Pentagon Clarifies Panetta’s Remarks Regarding Osama Bin Laden’s Hideout In Pakistan

The United States still believes that Pakistani officials were unaware about the presence of Osama bin Laden’s hideout in Abbottabad, says the Pentagon while commenting on Secretary of Defence Leon Panetta’s statement that somebody “somewhere probably had that knowledge”.

Pentagon clarifies Panetta’s remarks

WASHINGTON: The United States still believes that Pakistani officials were unaware about the presence of Osama bin Laden’s hideout in Abbottabad, says the Pentagon while commenting on Secretary of Defence Leon Panetta’s statement that somebody “somewhere probably had that knowledge”.

US Defence Secretary Leon Panetta.

Pentagon Press Secretary George Little said the interview, which quoted Mr Panetta as making this claim was old and the US was uncertain about the presence of Osama in Pakistan at the time of the interview.

“Secretary Panetta made clear his belief — which other senior US officials have also expressed — that Osama bin Laden had some kind of support network within Pakistan,” Mr Little said.

“The secretary indicated in the same interview that he had seen no evidence that Bin Laden was supported by the Pakistani government or that senior Pakistani officials knew he was hiding in the Abbottabad compound. Since the Bin Laden operation, Secretary Panetta and his colleagues in the government have been working hard to improve US-Pakistani relations.”

Diplomatic observers in Washington, however, see Mr Panetta’s interview against the backdrop of the ongoing tensions between the United States and Pakistan.

They believe that both countries are entering a decisive phase for redefining their relations after months of tensions, which started with the May 2 US raid on Bin Laden’s compound and reached unprecedented heights with the November 26 Nato strike that killed 24 Pakistani soldiers in Mohmand.

Pakistan’s new ambassador to the United States, Sherry Rehman, also hinted at this in her first address to the Pakistani-American community this weekend.

“A comprehensive parliamentary review, now in its final phase, will establish new principles for this relationship, resetting the bilateral relationship in a transparent, consistent and predictable manner,” she said.

“The Pakistani government is involved in an internal review of its relations with the United States, and we will wait for them to complete this process,” said US State Department spokesperson Victoria Nuland while stressing that Washington wanted to rebuild a strong relationship with Islamabad, “which is beneficial to both”.

Diplomatic observers in Washington believe that both sides are now spelling out various issues they want settled before a final framework for the new relationship is defined.

They point out that in the same interview in which Mr Panetta discussed the support network that Osama bin Laden might have had in Pakistan, he also emphasised that Islamabad would “ultimately” have to release Dr Shakil Afridi, a physician who helped the CIA trace the Al Qaeda chief.
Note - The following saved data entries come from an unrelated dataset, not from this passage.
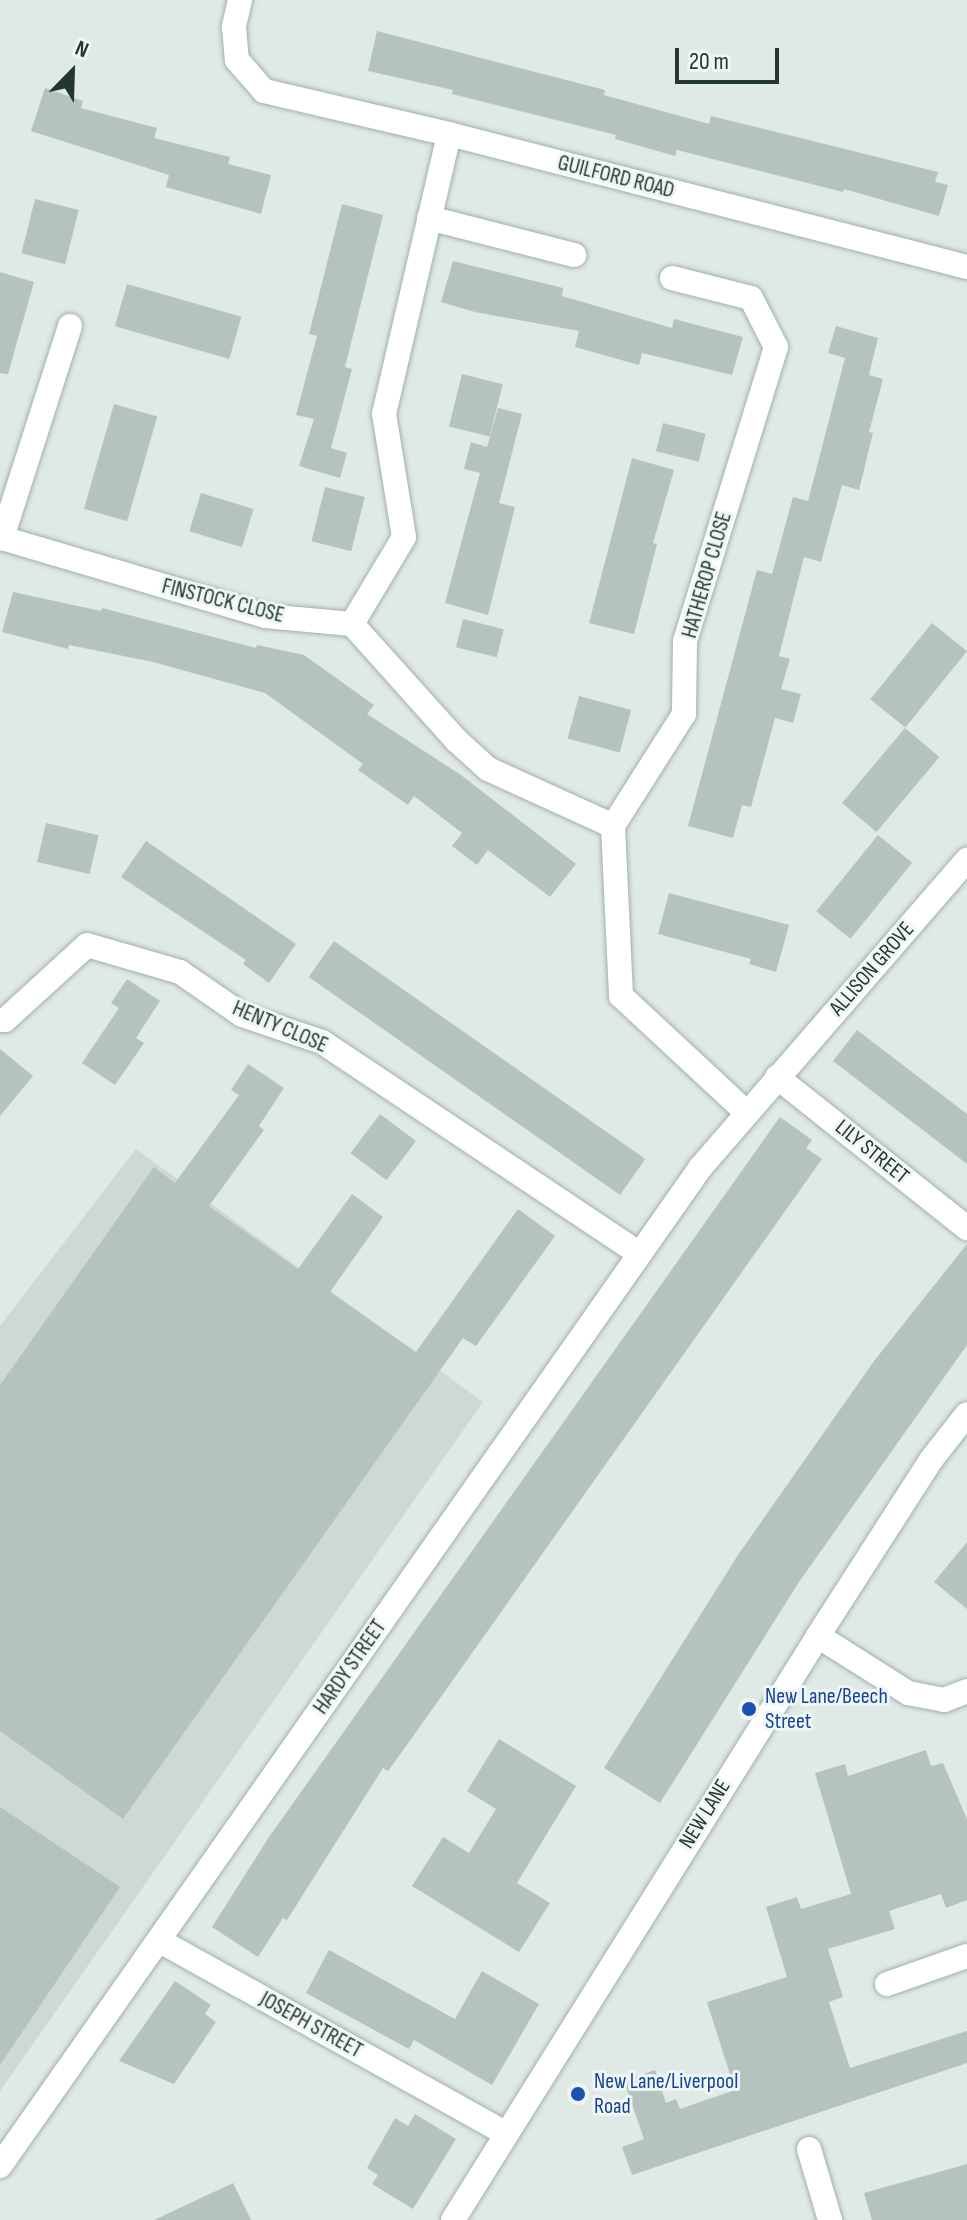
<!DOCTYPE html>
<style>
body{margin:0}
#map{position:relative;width:967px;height:2220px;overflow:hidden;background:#dfe9e5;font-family:"Sofia Sans Condensed",sans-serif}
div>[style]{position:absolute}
.built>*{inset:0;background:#ced8d4}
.building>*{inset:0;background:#b5c3be;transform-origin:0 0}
.roads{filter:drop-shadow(0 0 2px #a3b0ac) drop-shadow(0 0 2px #a3b0ac)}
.minor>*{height:24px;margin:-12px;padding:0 12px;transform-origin:12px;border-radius:12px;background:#fff}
.dots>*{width:22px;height:22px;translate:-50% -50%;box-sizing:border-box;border:4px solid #eff6f3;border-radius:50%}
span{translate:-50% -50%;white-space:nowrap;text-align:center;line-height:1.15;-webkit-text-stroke:6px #eff6f3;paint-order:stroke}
.street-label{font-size:22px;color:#223732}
.transit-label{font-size:22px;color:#164399}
.left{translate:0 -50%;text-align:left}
.north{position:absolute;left:32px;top:32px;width:80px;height:80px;-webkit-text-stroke:6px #eff6f3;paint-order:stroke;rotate:23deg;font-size:22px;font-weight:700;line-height:32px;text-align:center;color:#223732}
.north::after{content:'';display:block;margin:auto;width:28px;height:36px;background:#223732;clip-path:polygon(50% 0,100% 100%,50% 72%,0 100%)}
.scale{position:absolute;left:675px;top:48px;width:104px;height:36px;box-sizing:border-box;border:4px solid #223732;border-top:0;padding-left:10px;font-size:24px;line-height:28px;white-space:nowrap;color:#223732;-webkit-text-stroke:6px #eff6f3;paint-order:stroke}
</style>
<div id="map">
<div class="built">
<div style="clip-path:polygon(136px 1149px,483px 1402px,0 2091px,0 1326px)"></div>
</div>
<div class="building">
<div style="clip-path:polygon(377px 31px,605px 90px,604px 95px,709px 124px,711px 116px,938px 172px,935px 182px,948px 185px,939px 216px,844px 189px,843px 192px,677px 150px,675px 156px,615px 139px,616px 135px,452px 94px,453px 90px,368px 71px)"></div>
<div style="clip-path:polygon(45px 88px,83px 101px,81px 108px,157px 128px,154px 138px,230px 157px,228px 164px,271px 175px,261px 214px,166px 187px,169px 175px,31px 131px)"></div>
<div style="left:35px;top:199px;width:45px;height:56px;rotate:14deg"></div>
<div style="clip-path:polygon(342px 204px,383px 215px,345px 367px,352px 369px,331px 448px,347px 453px,340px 478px,299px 466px,314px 419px,296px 415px,317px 336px,309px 334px)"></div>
<div style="clip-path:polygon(453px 261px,563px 288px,562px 296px,672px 328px,674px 319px,743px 337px,732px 375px,642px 353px,639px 365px,575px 347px,579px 331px,475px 312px,441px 302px)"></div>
<div style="clip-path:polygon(0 272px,34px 282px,8px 374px,0 373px)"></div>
<div style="left:127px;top:284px;width:119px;height:44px;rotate:16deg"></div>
<div style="clip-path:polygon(836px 326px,878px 338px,869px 375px,883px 379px,869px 432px,873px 433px,859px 490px,842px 485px,821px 562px,804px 557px,779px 656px,790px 659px,781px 689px,801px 694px,793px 723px,775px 718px,751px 807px,742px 805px,733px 838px,688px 826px,757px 570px,772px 574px,793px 497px,808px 501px,845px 358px,828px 353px)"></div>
<div style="left:462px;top:374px;width:42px;height:54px;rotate:14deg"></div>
<div style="left:114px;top:404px;width:45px;height:109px;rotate:16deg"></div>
<div style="clip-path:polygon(498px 408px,522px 414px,499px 503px,515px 507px,488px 615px,445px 603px,480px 473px,464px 469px,471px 442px,487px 447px)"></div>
<div style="left:663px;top:423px;width:44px;height:29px;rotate:14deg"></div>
<div style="clip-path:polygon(632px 458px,674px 470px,653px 543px,657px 544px,634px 634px,589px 623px)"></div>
<div style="left:325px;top:487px;width:41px;height:56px;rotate:14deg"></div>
<div style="left:201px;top:493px;width:55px;height:40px;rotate:17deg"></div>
<div style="clip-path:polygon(13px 592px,101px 611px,102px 608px,256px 648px,257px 645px,304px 655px,374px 705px,367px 714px,461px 775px,576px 864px,550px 897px,488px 850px,477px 865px,452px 846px,462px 833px,414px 796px,408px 805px,358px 770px,363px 764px,265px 693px,153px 662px,69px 645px,68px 649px,2px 632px)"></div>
<div style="left:463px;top:619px;width:42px;height:29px;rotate:14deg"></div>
<div style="left:932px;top:623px;width:45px;height:98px;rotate:39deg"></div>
<div style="left:579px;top:696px;width:54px;height:44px;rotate:15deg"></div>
<div style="left:905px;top:728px;width:45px;height:98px;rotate:40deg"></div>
<div style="left:46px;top:823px;width:54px;height:40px;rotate:13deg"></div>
<div style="left:878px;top:835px;width:44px;height:98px;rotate:39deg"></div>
<div style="clip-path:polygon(146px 841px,296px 944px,269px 983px,243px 964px,246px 960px,121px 877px)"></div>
<div style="clip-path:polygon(669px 893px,789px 925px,776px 972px,749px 964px,751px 959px,658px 934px)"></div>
<div style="left:334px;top:941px;width:380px;height:44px;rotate:35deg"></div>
<div style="clip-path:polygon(127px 979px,160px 1001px,136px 1038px,144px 1043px,115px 1085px,82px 1063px,119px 1008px,111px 1003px)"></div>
<div style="clip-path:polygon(857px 1030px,967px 1114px,967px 1164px,833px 1061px)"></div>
<div style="clip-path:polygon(0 1049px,33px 1076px,0 1116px)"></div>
<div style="clip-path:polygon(248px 1064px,284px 1088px,259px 1126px,264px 1130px,209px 1206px,298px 1269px,352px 1194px,383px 1217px,330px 1292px,416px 1352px,518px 1209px,555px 1236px,476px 1346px,463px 1338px,123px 1819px,0 1731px,0 1385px,154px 1167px,175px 1183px,239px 1095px,231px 1090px)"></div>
<div style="left:380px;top:1114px;width:45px;height:49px;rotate:37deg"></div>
<div style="clip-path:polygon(780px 1117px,812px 1140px,806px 1148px,822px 1159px,409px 1742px,388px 1771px,383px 1768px,287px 1920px,283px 1918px,258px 1957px,212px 1927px,269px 1837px)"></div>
<div style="clip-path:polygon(967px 1244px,967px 1345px,799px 1582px,660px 1803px,604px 1768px,738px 1555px,874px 1361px)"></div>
<div style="clip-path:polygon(967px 1542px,967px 1609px,934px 1582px)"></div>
<div style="clip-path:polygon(499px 1739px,576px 1786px,517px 1883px,550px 1903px,519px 1952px,412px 1886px,443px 1837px,469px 1853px,496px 1809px,467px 1791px)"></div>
<div style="clip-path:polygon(926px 1750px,931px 1766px,943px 1763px,967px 1819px,967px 1900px,946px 1908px,941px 1894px,889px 1911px,895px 1929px,828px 1949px,843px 1997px,829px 2002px,850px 2068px,967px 2031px,967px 2063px,632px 2175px,622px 2147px,644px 2139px,624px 2081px,655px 2070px,666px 2103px,676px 2099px,680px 2109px,735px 2090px,707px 2002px,787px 1977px,766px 1907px,797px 1897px,801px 1909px,851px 1894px,815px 1773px,845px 1764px,848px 1776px)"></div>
<div style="clip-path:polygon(0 1807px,120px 1887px,0 2065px)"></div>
<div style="clip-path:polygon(329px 1950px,455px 2019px,482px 1971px,539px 2004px,492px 2085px,414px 2040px,409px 2049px,306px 1993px)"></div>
<div style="clip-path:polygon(175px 1981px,211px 2005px,205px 2014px,216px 2022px,174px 2084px,119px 2061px)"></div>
<div style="clip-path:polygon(415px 2114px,456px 2139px,413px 2209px,372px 2184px,378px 2175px,367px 2168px,395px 2118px,408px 2126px)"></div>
<div style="clip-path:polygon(967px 2164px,967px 2220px,872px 2220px,864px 2193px)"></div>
<div style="clip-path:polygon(233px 2183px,251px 2220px,154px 2220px)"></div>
</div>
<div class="roads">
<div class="minor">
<div style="left:240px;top:0;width:28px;rotate:103deg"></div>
<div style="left:234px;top:27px;width:33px;rotate:85deg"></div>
<div style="left:237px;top:60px;width:41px;rotate:48.9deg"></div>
<div style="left:264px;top:91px;width:190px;rotate:13.1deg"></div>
<div style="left:449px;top:134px;width:535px;rotate:14.4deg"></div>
<div style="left:429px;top:218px;width:150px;rotate:14.3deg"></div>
<div style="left:672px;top:278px;width:81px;rotate:14.2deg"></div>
<div style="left:751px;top:298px;width:55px;rotate:63deg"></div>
<div style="left:776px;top:347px;width:308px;rotate:107.2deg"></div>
<div style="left:685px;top:641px;width:73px;rotate:90.8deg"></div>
<div style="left:684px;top:714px;width:133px;rotate:122.4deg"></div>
<div style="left:613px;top:826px;width:170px;rotate:87.3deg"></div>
<div style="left:621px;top:996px;width:171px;rotate:42.9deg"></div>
<div style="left:70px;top:326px;width:223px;rotate:107.8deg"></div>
<div style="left:2px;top:538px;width:274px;rotate:16.5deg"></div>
<div style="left:265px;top:616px;width:87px;rotate:5.3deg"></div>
<div style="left:352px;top:624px;width:101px;rotate:-59.1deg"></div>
<div style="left:404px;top:537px;width:125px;rotate:-99.2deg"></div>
<div style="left:384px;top:414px;width:287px;rotate:-76.9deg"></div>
<div style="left:352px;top:624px;width:156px;rotate:48.1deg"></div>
<div style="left:456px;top:740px;width:43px;rotate:42.2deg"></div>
<div style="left:488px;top:769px;width:137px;rotate:24.5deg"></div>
<div style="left:0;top:1020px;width:5px"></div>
<div style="left:5px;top:1020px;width:111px;rotate:-42.4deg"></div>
<div style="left:87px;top:945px;width:97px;rotate:16.2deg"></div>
<div style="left:180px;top:972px;width:75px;rotate:34.7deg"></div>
<div style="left:242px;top:1015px;width:84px;rotate:18.6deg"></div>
<div style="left:322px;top:1042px;width:380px;rotate:33.7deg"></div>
<div style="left:777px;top:1077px;width:243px;rotate:38.5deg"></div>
<div style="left:818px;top:1636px;width:107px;rotate:32.3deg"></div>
<div style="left:908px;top:1693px;width:37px;rotate:11deg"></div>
<div style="left:944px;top:1700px;width:25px;rotate:-21deg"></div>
<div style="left:160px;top:1941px;width:395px;rotate:29.1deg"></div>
<div style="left:887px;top:1984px;width:85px;rotate:-19.3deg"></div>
<div style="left:809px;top:2149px;width:74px;rotate:73.5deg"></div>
<div style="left:0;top:2166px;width:1219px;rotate:-54.95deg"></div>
<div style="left:700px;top:1168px;width:408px;rotate:-49.1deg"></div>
<div style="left:453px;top:2220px;width:689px;rotate:-57.99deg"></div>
<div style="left:818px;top:1636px;width:209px;rotate:-57.3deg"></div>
<div style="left:931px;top:1460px;width:58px;rotate:-52deg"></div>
</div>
</div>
<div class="dots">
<div style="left:749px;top:1709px;background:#1a4fb4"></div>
<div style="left:578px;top:2094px;background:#1a4fb4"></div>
</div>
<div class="street-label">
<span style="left:616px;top:177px;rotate:14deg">GUILFORD ROAD</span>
<span style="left:707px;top:575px;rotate:-74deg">HATHEROP CLOSE</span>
<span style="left:223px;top:601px;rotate:14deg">FINSTOCK CLOSE</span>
<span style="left:872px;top:969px;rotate:-49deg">ALLISON GROVE</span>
<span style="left:280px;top:1027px;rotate:23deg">HENTY CLOSE</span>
<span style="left:872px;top:1152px;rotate:39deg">LILY STREET</span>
<span style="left:350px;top:1667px;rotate:-55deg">HARDY STREET</span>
<span style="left:705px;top:1814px;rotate:-58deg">NEW LANE</span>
<span style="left:311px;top:2025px;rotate:29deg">JOSEPH STREET</span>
</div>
<div class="transit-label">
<span class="left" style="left:765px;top:1709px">New Lane/Beech<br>Street</span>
<span class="left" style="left:594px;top:2094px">New Lane/Liverpool<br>Road</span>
</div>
<div class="north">N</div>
<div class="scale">20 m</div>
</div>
“Dr Afridi’s release may be part of the demands the United States would like to be met before a new relationship is finalised,” said a diplomatic observer, “or he may be a bargaining chip for something bigger. We do not know yet”.

Ambassador Rehman, however, did not get into “details” discussed in Washington’s diplomatic circles.

Instead, she stressed an important point that she spoke as a representative of “one united government” including the country’s defence establishment.

“The elected government will stand firm in its resolve to protect our military, when our soldiers are martyred in the line of duty, as they were on the border post of Salala (on Nov 26,) which has triggered a review in our relationship,” she said.

This surprised many in the audience who were not used to seeing the Pakistani ambassador defend the country’s armed forces.

“What we are doing here is to tell our American friends that our future relationship will look after the interests of all government institutions, including the armed forces,” the diplomat said.

“We want to remain friends with the United States and we want a strong relationship that is equal, sovereign, based on mutual respect and shared values,” Ambassador Rehman explained.

She said she had not come to Washington with a grievance narrative, but to explain Pakistan’s desire to become economic and political partner of the United States and not just a battlefield ally.